(Stored items)
────────────────

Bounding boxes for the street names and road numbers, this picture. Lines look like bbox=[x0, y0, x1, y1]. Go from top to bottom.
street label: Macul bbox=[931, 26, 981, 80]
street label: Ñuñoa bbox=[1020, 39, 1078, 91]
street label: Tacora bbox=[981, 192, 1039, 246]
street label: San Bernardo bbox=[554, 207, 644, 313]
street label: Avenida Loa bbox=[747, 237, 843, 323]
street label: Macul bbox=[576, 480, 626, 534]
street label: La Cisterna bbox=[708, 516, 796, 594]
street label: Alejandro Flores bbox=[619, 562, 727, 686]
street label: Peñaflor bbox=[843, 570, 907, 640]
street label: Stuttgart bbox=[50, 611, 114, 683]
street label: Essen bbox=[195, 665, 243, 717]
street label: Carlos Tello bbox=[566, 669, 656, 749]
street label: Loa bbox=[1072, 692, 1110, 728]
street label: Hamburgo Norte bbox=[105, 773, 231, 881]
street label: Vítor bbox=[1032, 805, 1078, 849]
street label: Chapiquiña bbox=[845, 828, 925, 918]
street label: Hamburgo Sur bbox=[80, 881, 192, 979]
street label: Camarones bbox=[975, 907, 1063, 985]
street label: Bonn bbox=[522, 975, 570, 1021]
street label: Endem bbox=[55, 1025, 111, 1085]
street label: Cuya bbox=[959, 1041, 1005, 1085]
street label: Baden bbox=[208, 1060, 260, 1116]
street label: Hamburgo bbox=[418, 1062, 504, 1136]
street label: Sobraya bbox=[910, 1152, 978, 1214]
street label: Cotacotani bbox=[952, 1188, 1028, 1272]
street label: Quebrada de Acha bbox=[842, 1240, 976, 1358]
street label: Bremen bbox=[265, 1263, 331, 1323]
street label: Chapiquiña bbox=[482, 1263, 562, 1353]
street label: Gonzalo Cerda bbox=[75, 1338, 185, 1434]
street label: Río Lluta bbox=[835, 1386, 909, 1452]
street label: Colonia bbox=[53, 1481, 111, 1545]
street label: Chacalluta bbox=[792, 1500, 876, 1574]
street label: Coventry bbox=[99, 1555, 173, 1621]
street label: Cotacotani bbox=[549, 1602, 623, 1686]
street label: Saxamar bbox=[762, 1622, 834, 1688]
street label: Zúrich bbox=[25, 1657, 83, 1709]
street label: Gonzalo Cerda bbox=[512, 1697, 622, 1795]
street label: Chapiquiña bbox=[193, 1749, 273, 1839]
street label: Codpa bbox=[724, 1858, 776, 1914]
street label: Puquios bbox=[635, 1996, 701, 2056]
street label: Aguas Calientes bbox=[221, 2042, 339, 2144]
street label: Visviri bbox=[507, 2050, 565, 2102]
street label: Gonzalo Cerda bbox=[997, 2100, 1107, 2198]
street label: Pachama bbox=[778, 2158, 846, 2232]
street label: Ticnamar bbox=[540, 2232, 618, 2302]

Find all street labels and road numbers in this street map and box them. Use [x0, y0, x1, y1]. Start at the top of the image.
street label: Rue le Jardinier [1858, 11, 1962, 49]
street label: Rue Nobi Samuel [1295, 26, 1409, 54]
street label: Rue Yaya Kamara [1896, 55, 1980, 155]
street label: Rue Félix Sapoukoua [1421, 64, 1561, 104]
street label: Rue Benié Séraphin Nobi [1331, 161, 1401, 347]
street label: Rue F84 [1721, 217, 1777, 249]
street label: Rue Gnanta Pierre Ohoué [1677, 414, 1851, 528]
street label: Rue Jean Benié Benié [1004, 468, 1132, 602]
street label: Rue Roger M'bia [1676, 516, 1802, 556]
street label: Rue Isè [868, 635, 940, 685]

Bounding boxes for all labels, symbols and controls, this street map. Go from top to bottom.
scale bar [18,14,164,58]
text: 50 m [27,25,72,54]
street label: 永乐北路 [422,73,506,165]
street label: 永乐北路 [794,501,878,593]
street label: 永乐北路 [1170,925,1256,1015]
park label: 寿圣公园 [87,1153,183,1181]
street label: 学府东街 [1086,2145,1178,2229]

────────────────

#### THE PROBLEM:
Nothing is to be left out, and every entry is to be transcribed exactly.

#### PROBLEM SOLUTION:
Bounding boxes for the street names and road numbers, this picture. Lines look like bbox=[x0, y0, x1, y1]. Go from top to bottom.
street label: Macul bbox=[931, 26, 981, 80]
street label: Ñuñoa bbox=[1020, 39, 1078, 91]
street label: Tacora bbox=[981, 192, 1039, 246]
street label: San Bernardo bbox=[554, 207, 644, 313]
street label: Avenida Loa bbox=[747, 237, 843, 323]
street label: Macul bbox=[576, 480, 626, 534]
street label: La Cisterna bbox=[708, 516, 796, 594]
street label: Alejandro Flores bbox=[619, 562, 727, 686]
street label: Peñaflor bbox=[843, 570, 907, 640]
street label: Stuttgart bbox=[50, 611, 114, 683]
street label: Essen bbox=[195, 665, 243, 717]
street label: Carlos Tello bbox=[566, 669, 656, 749]
street label: Loa bbox=[1072, 692, 1110, 728]
street label: Hamburgo Norte bbox=[105, 773, 231, 881]
street label: Vítor bbox=[1032, 805, 1078, 849]
street label: Chapiquiña bbox=[845, 828, 925, 918]
street label: Hamburgo Sur bbox=[80, 881, 192, 979]
street label: Camarones bbox=[975, 907, 1063, 985]
street label: Bonn bbox=[522, 975, 570, 1021]
street label: Endem bbox=[55, 1025, 111, 1085]
street label: Cuya bbox=[959, 1041, 1005, 1085]
street label: Baden bbox=[208, 1060, 260, 1116]
street label: Hamburgo bbox=[418, 1062, 504, 1136]
street label: Sobraya bbox=[910, 1152, 978, 1214]
street label: Cotacotani bbox=[952, 1188, 1028, 1272]
street label: Quebrada de Acha bbox=[842, 1240, 976, 1358]
street label: Bremen bbox=[265, 1263, 331, 1323]
street label: Chapiquiña bbox=[482, 1263, 562, 1353]
street label: Gonzalo Cerda bbox=[75, 1338, 185, 1434]
street label: Río Lluta bbox=[835, 1386, 909, 1452]
street label: Colonia bbox=[53, 1481, 111, 1545]
street label: Chacalluta bbox=[792, 1500, 876, 1574]
street label: Coventry bbox=[99, 1555, 173, 1621]
street label: Cotacotani bbox=[549, 1602, 623, 1686]
street label: Saxamar bbox=[762, 1622, 834, 1688]
street label: Zúrich bbox=[25, 1657, 83, 1709]
street label: Gonzalo Cerda bbox=[512, 1697, 622, 1795]
street label: Chapiquiña bbox=[193, 1749, 273, 1839]
street label: Codpa bbox=[724, 1858, 776, 1914]
street label: Puquios bbox=[635, 1996, 701, 2056]
street label: Aguas Calientes bbox=[221, 2042, 339, 2144]
street label: Visviri bbox=[507, 2050, 565, 2102]
street label: Gonzalo Cerda bbox=[997, 2100, 1107, 2198]
street label: Pachama bbox=[778, 2158, 846, 2232]
street label: Ticnamar bbox=[540, 2232, 618, 2302]

Find all street labels and road numbers in this street map and box them. Use [x0, y0, x1, y1]. Start at the top of the image.
street label: Rue le Jardinier [1858, 11, 1962, 49]
street label: Rue Nobi Samuel [1295, 26, 1409, 54]
street label: Rue Yaya Kamara [1896, 55, 1980, 155]
street label: Rue Félix Sapoukoua [1421, 64, 1561, 104]
street label: Rue Benié Séraphin Nobi [1331, 161, 1401, 347]
street label: Rue F84 [1721, 217, 1777, 249]
street label: Rue Gnanta Pierre Ohoué [1677, 414, 1851, 528]
street label: Rue Jean Benié Benié [1004, 468, 1132, 602]
street label: Rue Roger M'bia [1676, 516, 1802, 556]
street label: Rue Isè [868, 635, 940, 685]

Bounding boxes for all labels, symbols and controls, this street map. Go from top to bottom.
scale bar [18,14,164,58]
text: 50 m [27,25,72,54]
street label: 永乐北路 [422,73,506,165]
street label: 永乐北路 [794,501,878,593]
street label: 永乐北路 [1170,925,1256,1015]
park label: 寿圣公园 [87,1153,183,1181]
street label: 学府东街 [1086,2145,1178,2229]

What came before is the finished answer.